Царь ответил коротко, но внушительно:

«Ежели не угомонишь бунтарей, на тебе первом мамуру испробую».

Фёдор Юрьевич, получив право самовластно распоряжаться, воспрянул духом. Раньше всего он передал все дозоры и службы Преображенскому, Семёновскому, Лефортову и Бутырскому полкам.

Улицы опустели: князь приказал палить «для острастки» через каждые пятнадцать минут из пушек.

По Москве прошёл слух, будто от государя прибыла цидула, в которой он пишет, что, «возмутясь духом против разбойных своих подданных, никогда не вернётся домой».

Слух этот охотно подхватили раскольники. Под грохот пушек вышли они с хоругвями, образами на Арбатскую площадь и торжественно сообщили, что «царь не токмо на Русь не обернётся», но что «Божьим промыслом его и за морем не стало».

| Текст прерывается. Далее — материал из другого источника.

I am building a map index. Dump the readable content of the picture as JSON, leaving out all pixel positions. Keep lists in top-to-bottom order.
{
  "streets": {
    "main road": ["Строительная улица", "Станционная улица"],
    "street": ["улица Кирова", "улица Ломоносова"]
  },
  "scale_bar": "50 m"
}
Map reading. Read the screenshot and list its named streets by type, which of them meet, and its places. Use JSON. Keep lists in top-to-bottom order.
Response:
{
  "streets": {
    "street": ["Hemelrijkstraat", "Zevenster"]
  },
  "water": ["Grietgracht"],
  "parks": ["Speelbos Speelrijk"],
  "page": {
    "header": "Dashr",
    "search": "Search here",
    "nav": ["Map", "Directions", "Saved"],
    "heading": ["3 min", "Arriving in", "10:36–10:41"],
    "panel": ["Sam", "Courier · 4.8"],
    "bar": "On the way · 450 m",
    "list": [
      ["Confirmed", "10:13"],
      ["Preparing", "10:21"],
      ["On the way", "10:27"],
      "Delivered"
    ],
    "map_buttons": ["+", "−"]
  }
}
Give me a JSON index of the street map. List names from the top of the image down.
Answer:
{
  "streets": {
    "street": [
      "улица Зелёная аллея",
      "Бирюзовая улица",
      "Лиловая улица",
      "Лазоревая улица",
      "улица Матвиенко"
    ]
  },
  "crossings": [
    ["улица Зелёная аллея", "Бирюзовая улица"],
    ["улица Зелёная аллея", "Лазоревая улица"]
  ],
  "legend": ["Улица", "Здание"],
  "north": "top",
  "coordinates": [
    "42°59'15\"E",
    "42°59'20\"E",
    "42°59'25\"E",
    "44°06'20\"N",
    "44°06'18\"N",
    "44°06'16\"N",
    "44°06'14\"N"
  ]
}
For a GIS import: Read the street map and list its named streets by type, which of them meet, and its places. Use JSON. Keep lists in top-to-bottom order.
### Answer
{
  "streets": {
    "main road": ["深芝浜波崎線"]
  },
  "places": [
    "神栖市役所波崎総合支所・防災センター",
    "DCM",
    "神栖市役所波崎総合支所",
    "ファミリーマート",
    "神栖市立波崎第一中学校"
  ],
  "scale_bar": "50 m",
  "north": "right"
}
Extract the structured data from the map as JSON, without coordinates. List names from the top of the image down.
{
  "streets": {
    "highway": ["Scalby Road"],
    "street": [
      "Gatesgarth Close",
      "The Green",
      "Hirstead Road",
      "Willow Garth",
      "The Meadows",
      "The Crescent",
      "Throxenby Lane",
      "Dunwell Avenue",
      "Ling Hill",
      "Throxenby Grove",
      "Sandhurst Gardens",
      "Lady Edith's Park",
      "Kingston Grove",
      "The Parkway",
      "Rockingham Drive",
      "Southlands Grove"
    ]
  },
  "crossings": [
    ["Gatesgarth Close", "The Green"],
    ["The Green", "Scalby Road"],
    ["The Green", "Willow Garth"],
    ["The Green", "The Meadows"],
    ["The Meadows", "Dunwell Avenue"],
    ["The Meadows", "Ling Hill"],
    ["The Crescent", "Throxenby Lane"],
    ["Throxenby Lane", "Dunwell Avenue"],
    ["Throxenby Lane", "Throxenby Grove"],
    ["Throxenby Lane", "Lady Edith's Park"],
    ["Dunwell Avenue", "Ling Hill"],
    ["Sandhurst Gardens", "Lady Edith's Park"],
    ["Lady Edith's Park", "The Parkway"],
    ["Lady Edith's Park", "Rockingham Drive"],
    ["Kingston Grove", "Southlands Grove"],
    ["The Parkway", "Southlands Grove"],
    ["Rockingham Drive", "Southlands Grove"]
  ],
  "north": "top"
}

Три орудийные залпа, один за другим, навсегда закрыли уста вышедшим на площадь раскольникам.

Сто семьдесят пять выборных беглецов, предводительствуемые Фомой, вошли в Москву.

Ромодановский ликовал в предвкушении обильной добычи. Он ждал, чтобы стрельцы подошли к Китайгородской стене. Там удобнее было встретить их из засады орудийными залпами.

Но Прозоровский, Голицын и Лев Нарышкин, подбиваемые перетрусившими боярами, решили обмануть Ромодановского. Они составили от имени царя подложный приказ и прочли его князю.

– Не трогать мятежников?! – вылупил Фёдор Юрьевич налившиеся кровью глаза. – Допустить до разоренья Москву?!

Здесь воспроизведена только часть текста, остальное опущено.